**What you have to do:** Drop all images and give the records again exactly.

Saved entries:
[Start of Attachment]

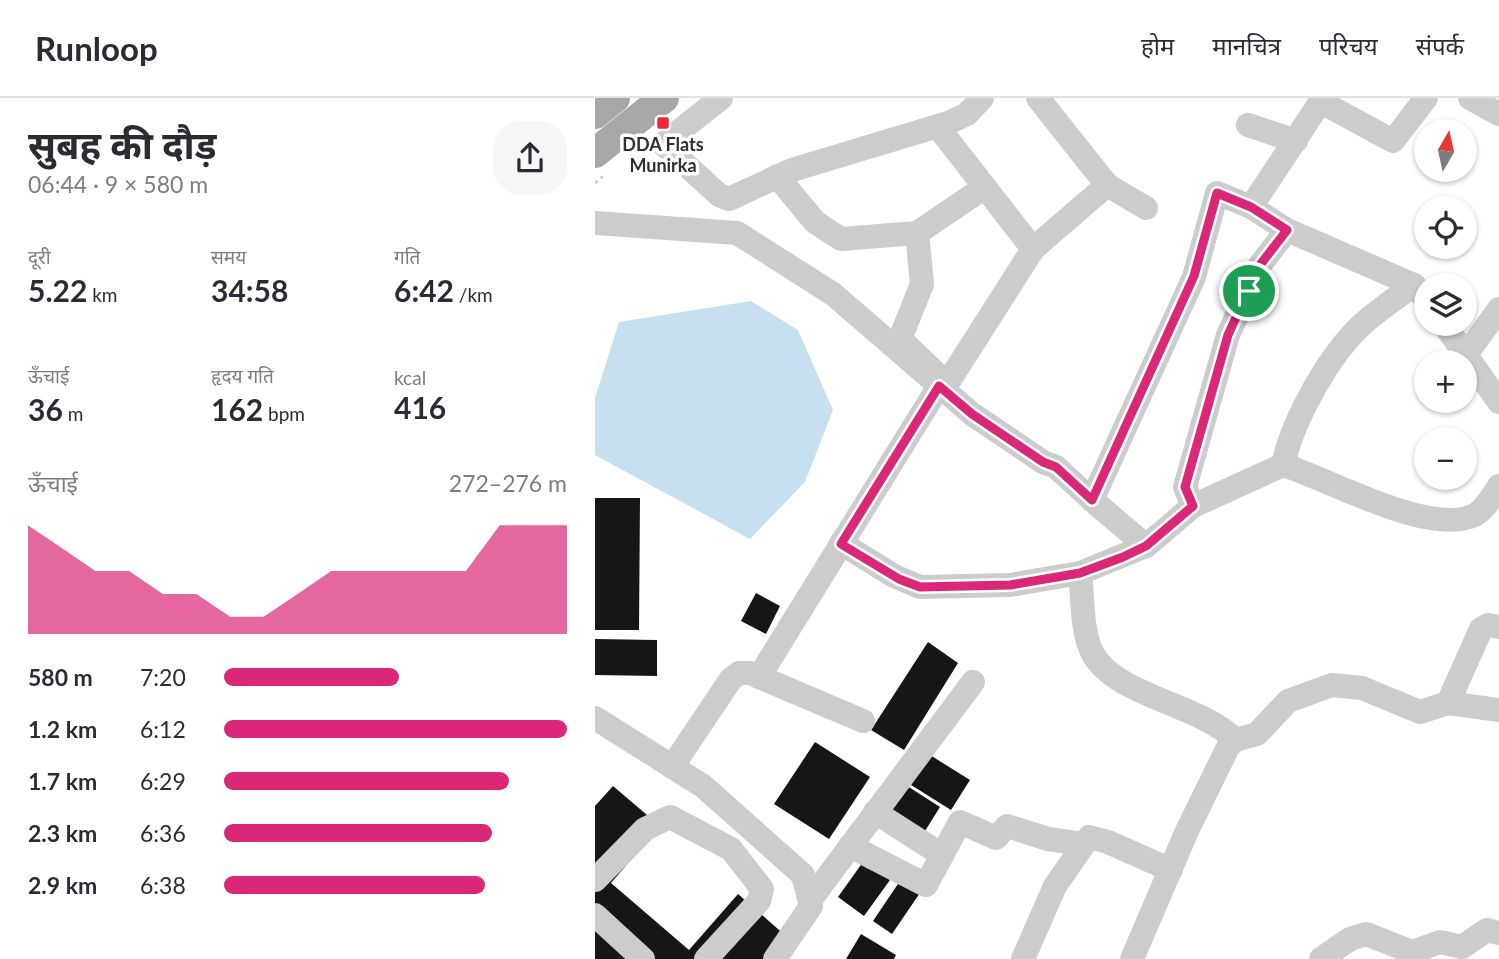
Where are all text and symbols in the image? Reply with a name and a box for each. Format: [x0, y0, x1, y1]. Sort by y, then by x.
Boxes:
text: Runloop [35, 28, 158, 68]
text: होम [1141, 31, 1174, 60]
text: मानचित्र [1212, 31, 1281, 60]
text: परिचय [1319, 31, 1378, 60]
text: संपर्क [1416, 31, 1464, 60]
marker: DDA Flats Munirka [655, 115, 671, 131]
north arrow [1414, 119, 1477, 182]
map controls [1414, 119, 1477, 490]
text: सुबह की दौड़ [28, 121, 216, 167]
button: share [493, 121, 567, 195]
place label: DDA Flats Munirka [622, 133, 704, 176]
text: 06:44 · 9 × 580 m [28, 170, 208, 198]
button: locate [1414, 196, 1477, 259]
text: दूरी [28, 245, 51, 268]
text: समय [211, 245, 246, 268]
text: गति [394, 245, 420, 268]
pin [1219, 261, 1279, 321]
text: 5.22 [28, 272, 87, 308]
text: 34:58 [211, 272, 288, 308]
text: 6:42 [394, 272, 454, 308]
icon: arrive [1230, 272, 1268, 310]
button: layers [1414, 273, 1477, 336]
text: km [87, 283, 117, 306]
text: /km [454, 283, 493, 306]
button: + [1414, 350, 1477, 413]
text: ऊँचाई [28, 364, 69, 387]
text: हृदय गति [211, 364, 274, 387]
text: kcal [394, 366, 426, 389]
text: 416 [394, 389, 446, 425]
text: 36 [28, 391, 63, 427]
text: 162 [211, 391, 263, 427]
text: m [63, 402, 83, 425]
text: bpm [263, 402, 305, 425]
button: − [1414, 427, 1477, 490]
text: ऊँचाई [28, 469, 78, 497]
text: 272–276 m [449, 469, 567, 497]
text: 580 m [28, 663, 93, 691]
text: 7:20 [140, 663, 186, 691]
text: 1.2 km [28, 715, 97, 743]
text: 6:12 [140, 715, 186, 743]
text: 1.7 km [28, 767, 97, 795]
text: 6:29 [140, 767, 186, 795]
text: 2.3 km [28, 819, 97, 847]
text: 6:36 [140, 819, 186, 847]
text: 2.9 km [28, 871, 97, 899]
text: 6:38 [140, 871, 186, 899]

[End of Attachment]

**Result of this task:**
Where are all text and symbols in the image? Reply with a name and a box for each. Format: [x0, y0, x1, y1]. Sort by y, then by x.
Boxes:
text: Runloop [35, 28, 158, 68]
text: होम [1141, 31, 1174, 60]
text: मानचित्र [1212, 31, 1281, 60]
text: परिचय [1319, 31, 1378, 60]
text: संपर्क [1416, 31, 1464, 60]
marker: DDA Flats Munirka [655, 115, 671, 131]
north arrow [1414, 119, 1477, 182]
map controls [1414, 119, 1477, 490]
text: सुबह की दौड़ [28, 121, 216, 167]
button: share [493, 121, 567, 195]
place label: DDA Flats Munirka [622, 133, 704, 176]
text: 06:44 · 9 × 580 m [28, 170, 208, 198]
button: locate [1414, 196, 1477, 259]
text: दूरी [28, 245, 51, 268]
text: समय [211, 245, 246, 268]
text: गति [394, 245, 420, 268]
pin [1219, 261, 1279, 321]
text: 5.22 [28, 272, 87, 308]
text: 34:58 [211, 272, 288, 308]
text: 6:42 [394, 272, 454, 308]
icon: arrive [1230, 272, 1268, 310]
button: layers [1414, 273, 1477, 336]
text: km [87, 283, 117, 306]
text: /km [454, 283, 493, 306]
button: + [1414, 350, 1477, 413]
text: ऊँचाई [28, 364, 69, 387]
text: हृदय गति [211, 364, 274, 387]
text: kcal [394, 366, 426, 389]
text: 416 [394, 389, 446, 425]
text: 36 [28, 391, 63, 427]
text: 162 [211, 391, 263, 427]
text: m [63, 402, 83, 425]
text: bpm [263, 402, 305, 425]
button: − [1414, 427, 1477, 490]
text: ऊँचाई [28, 469, 78, 497]
text: 272–276 m [449, 469, 567, 497]
text: 580 m [28, 663, 93, 691]
text: 7:20 [140, 663, 186, 691]
text: 1.2 km [28, 715, 97, 743]
text: 6:12 [140, 715, 186, 743]
text: 1.7 km [28, 767, 97, 795]
text: 6:29 [140, 767, 186, 795]
text: 2.3 km [28, 819, 97, 847]
text: 6:36 [140, 819, 186, 847]
text: 2.9 km [28, 871, 97, 899]
text: 6:38 [140, 871, 186, 899]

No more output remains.